## TASK TO CARRY OUT:
What you return must be the lines from the first one below through the one containing "Summarize the content of this", exactly and with pictures excluded.

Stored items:
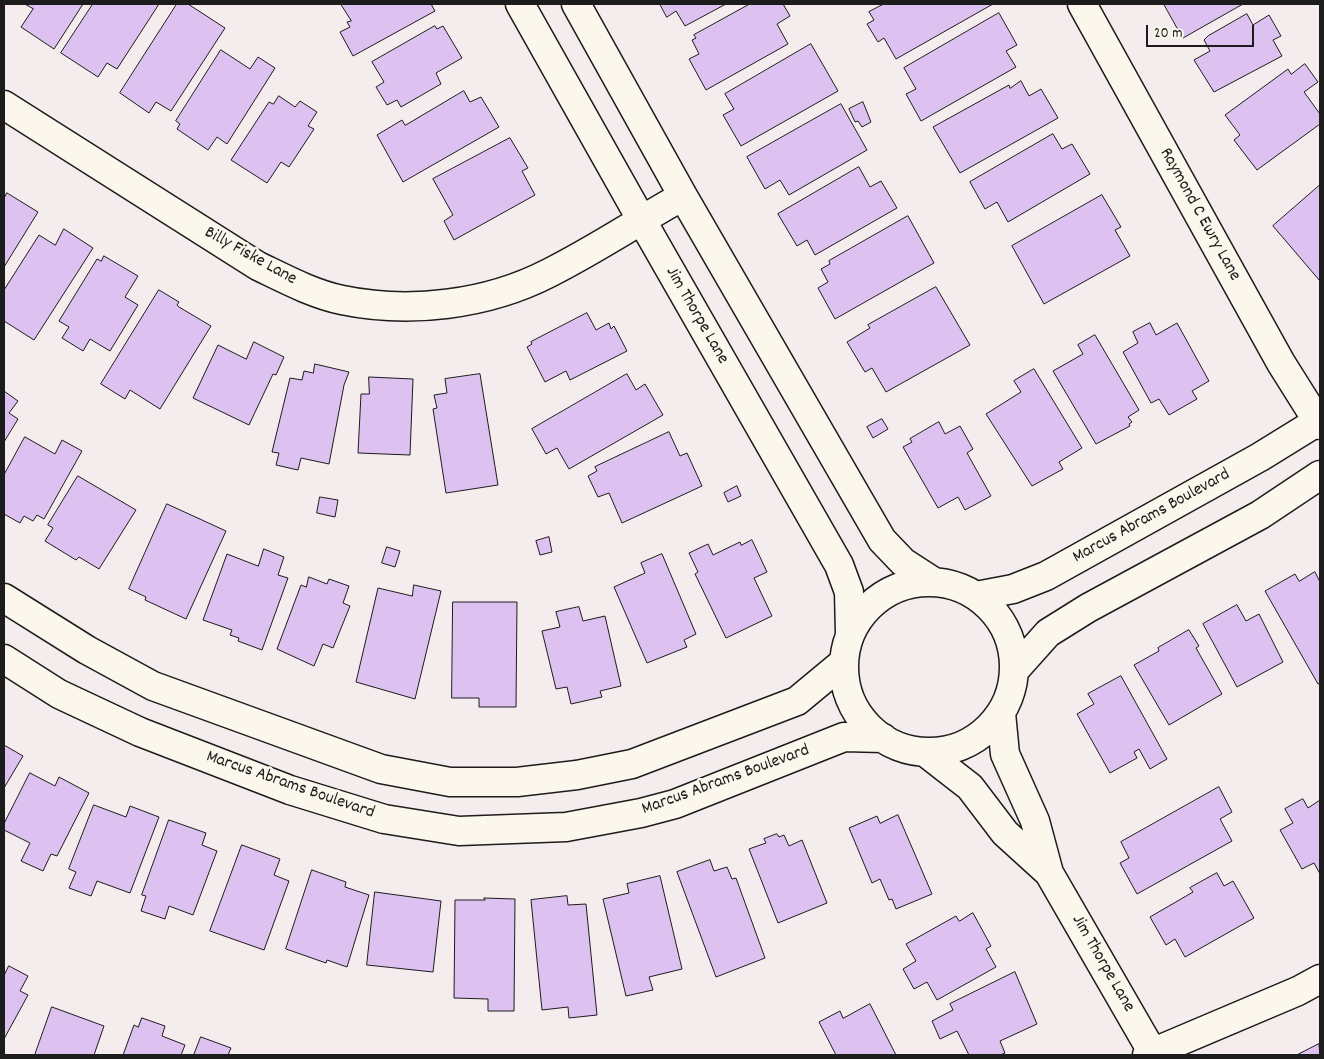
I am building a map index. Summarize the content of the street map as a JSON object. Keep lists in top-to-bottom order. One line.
{"streets":{"street":["Raymond C Ewry Lane","Billy Fiske Lane","Jim Thorpe Lane","Marcus Abrams Boulevard"]},"crossings":[["Raymond C Ewry Lane","Marcus Abrams Boulevard"],["Billy Fiske Lane","Jim Thorpe Lane"],["Jim Thorpe Lane","Marcus Abrams Boulevard"]],"scale_bar":"20 m"}
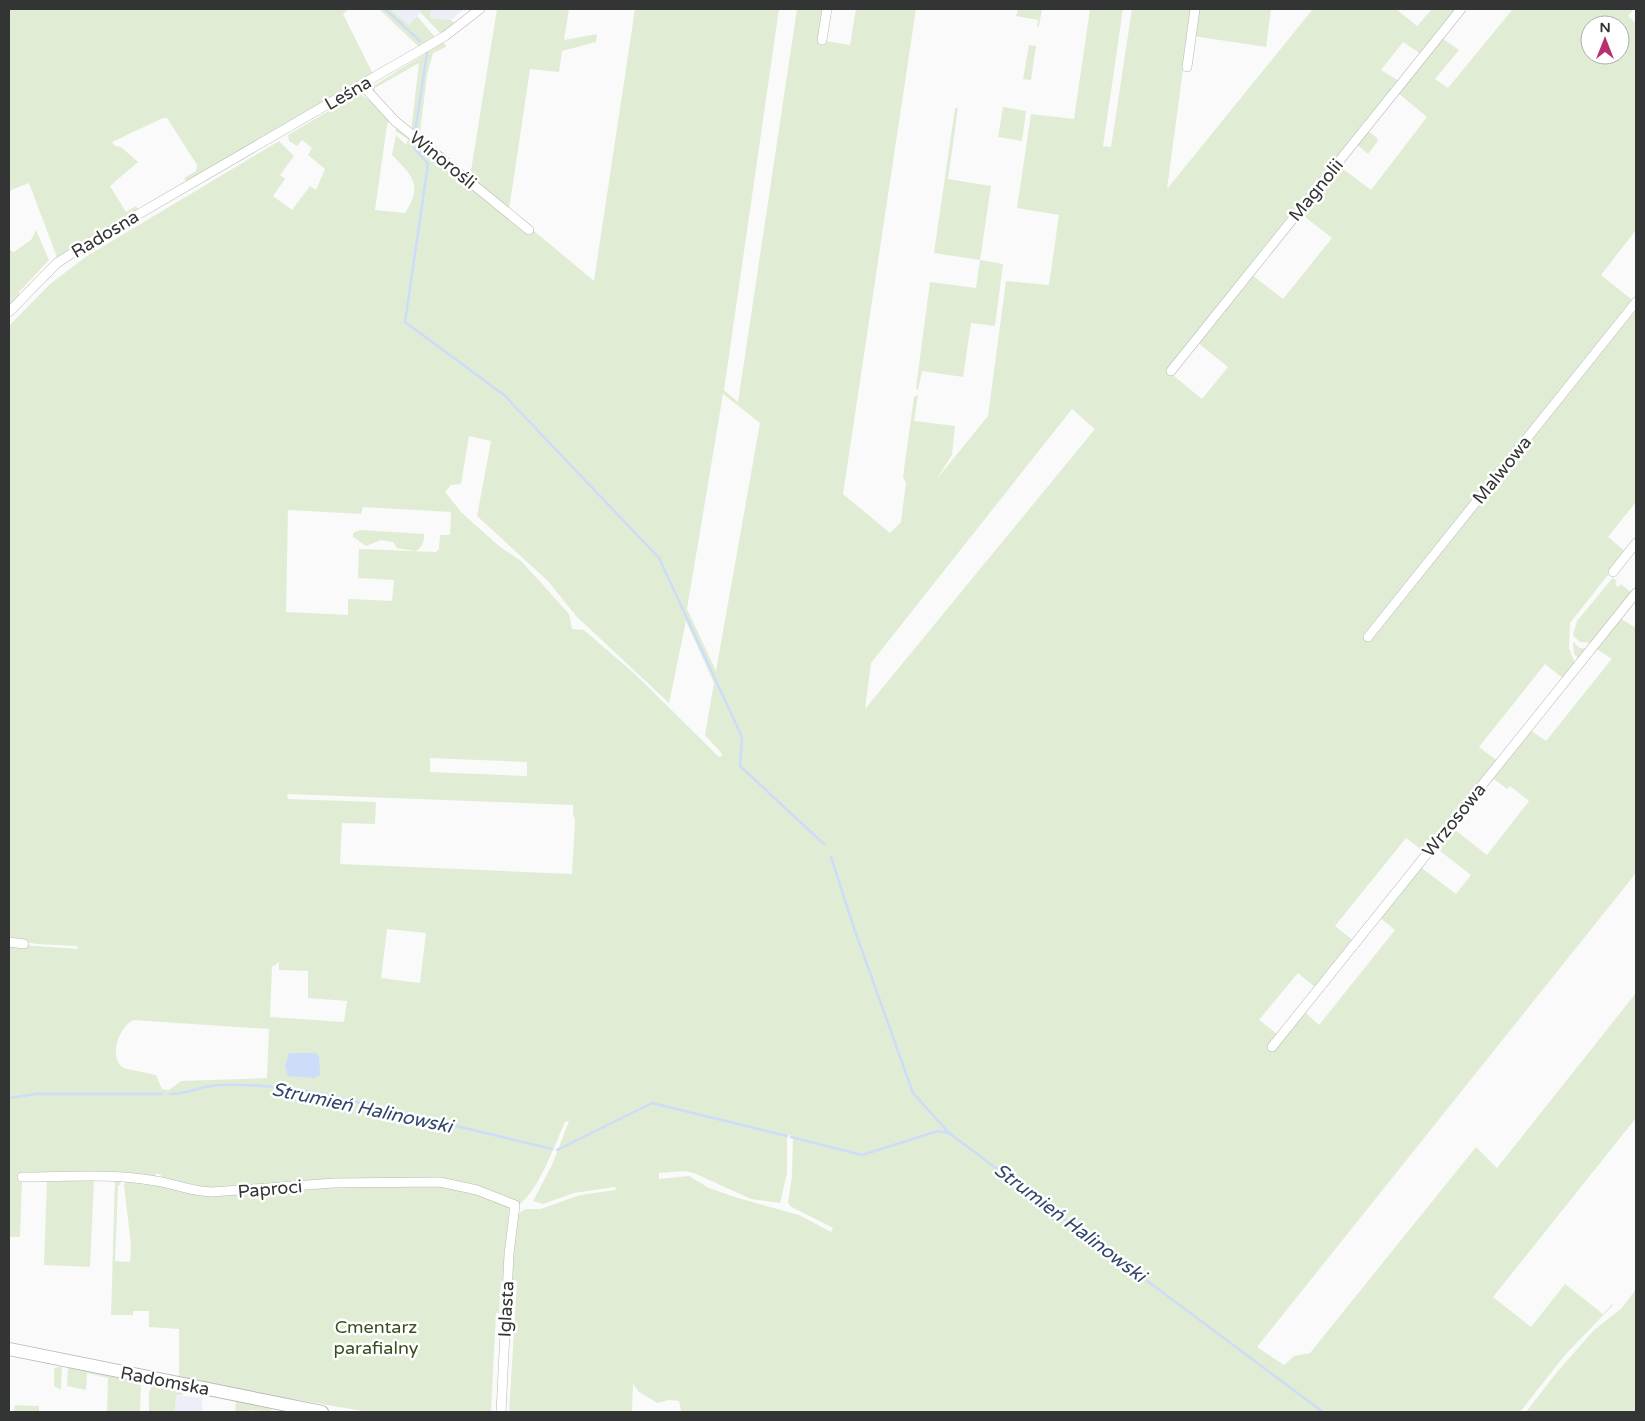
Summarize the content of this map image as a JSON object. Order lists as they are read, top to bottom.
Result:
{
  "streets": {
    "street": [
      "Leśna",
      "Winorośli",
      "Magnolii",
      "Radosna",
      "Malwowa",
      "Wrzosowa",
      "Paproci",
      "Iglasta",
      "Radomska"
    ]
  },
  "crossings": [
    ["Leśna", "Winorośli"],
    ["Leśna", "Radosna"],
    ["Paproci", "Iglasta"]
  ],
  "water": ["Strumień Halinowski"],
  "parks": ["Cmentarz parafialny"],
  "north": "top"
}
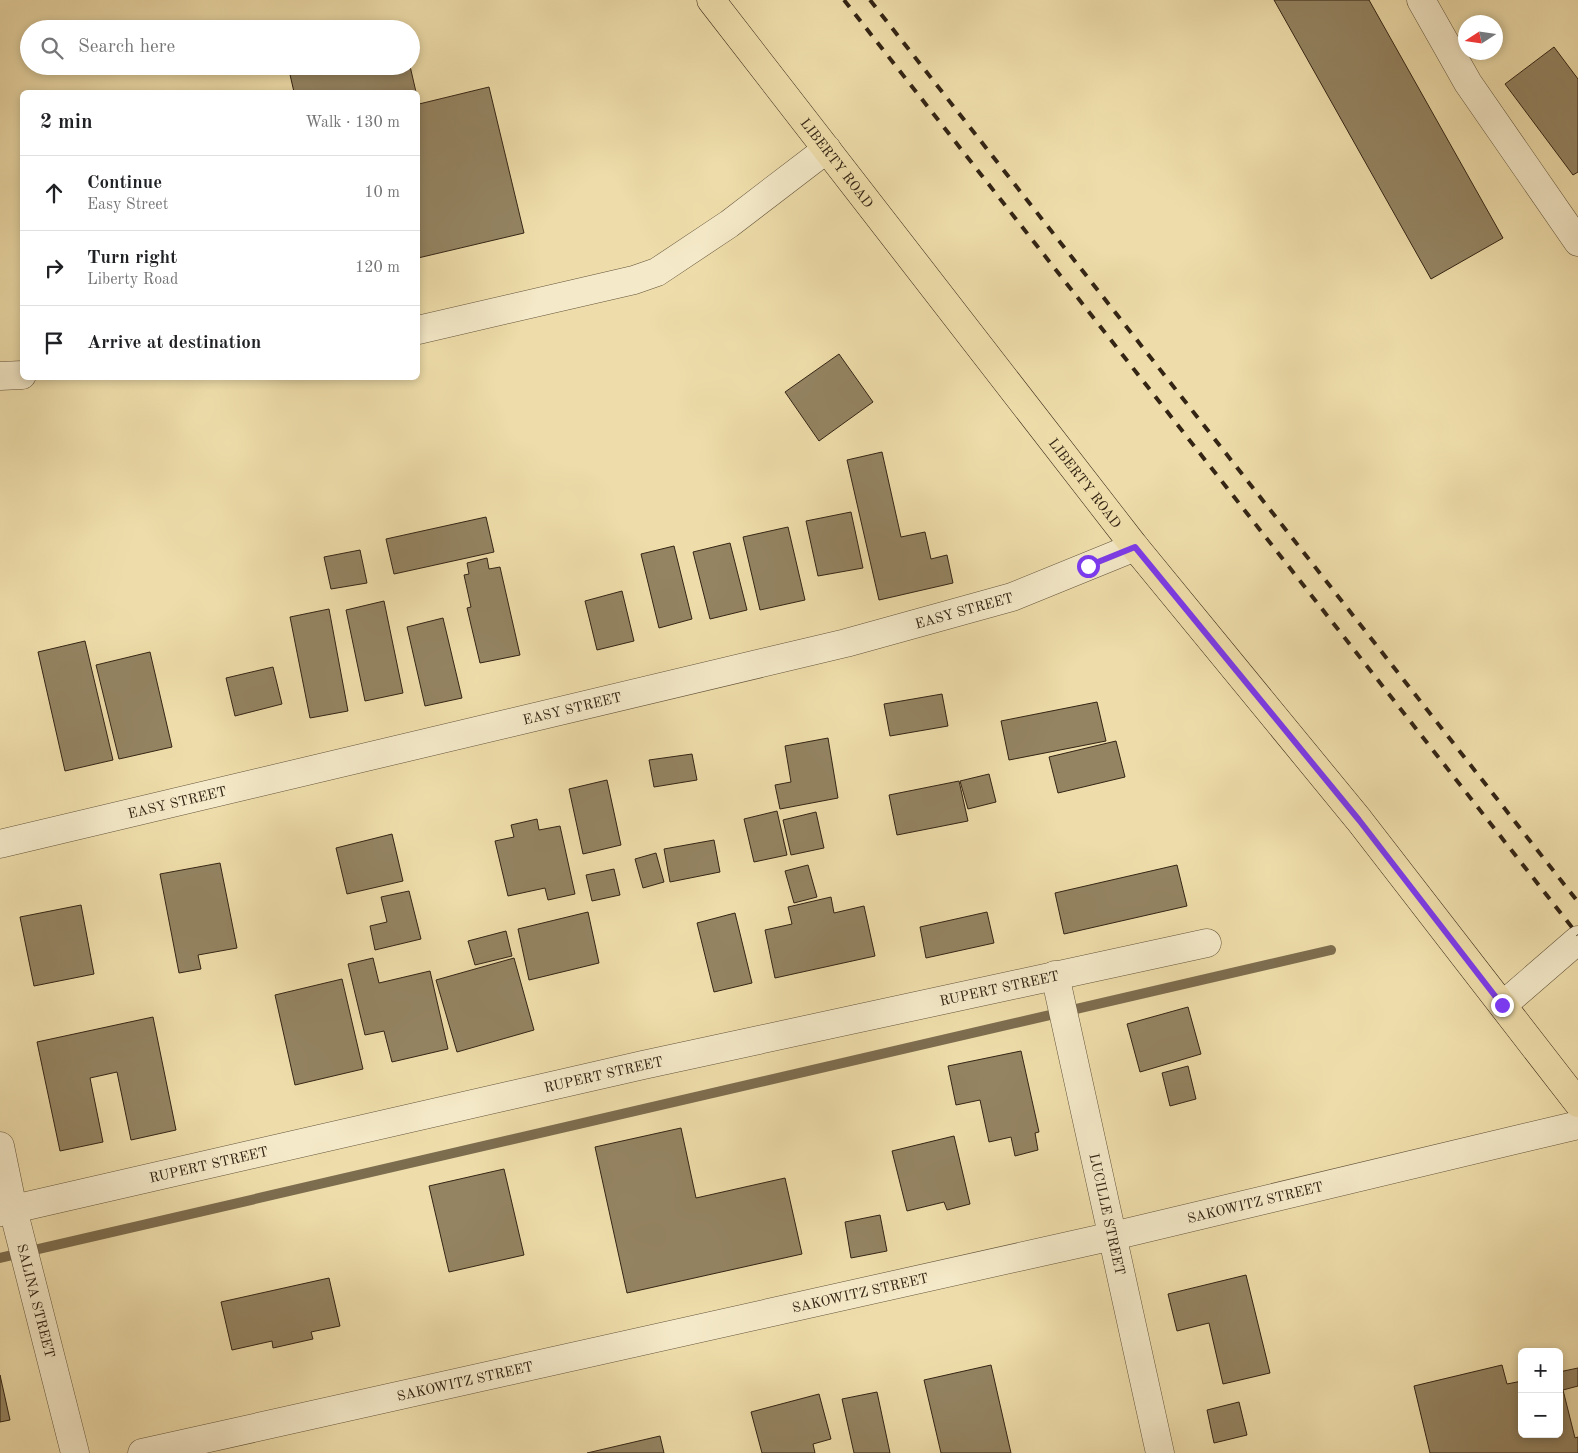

## WRITTEN ANSWER:
I am building a map index. Summarize the content of the street map as a JSON object. Keep lists in top-to-bottom order. One line.
{"streets":{"street":["Raymond C Ewry Lane","Billy Fiske Lane","Jim Thorpe Lane","Marcus Abrams Boulevard"]},"crossings":[["Raymond C Ewry Lane","Marcus Abrams Boulevard"],["Billy Fiske Lane","Jim Thorpe Lane"],["Jim Thorpe Lane","Marcus Abrams Boulevard"]],"scale_bar":"20 m"}
Summarize the content of this map image as a JSON object. Order lists as they are read, top to bottom.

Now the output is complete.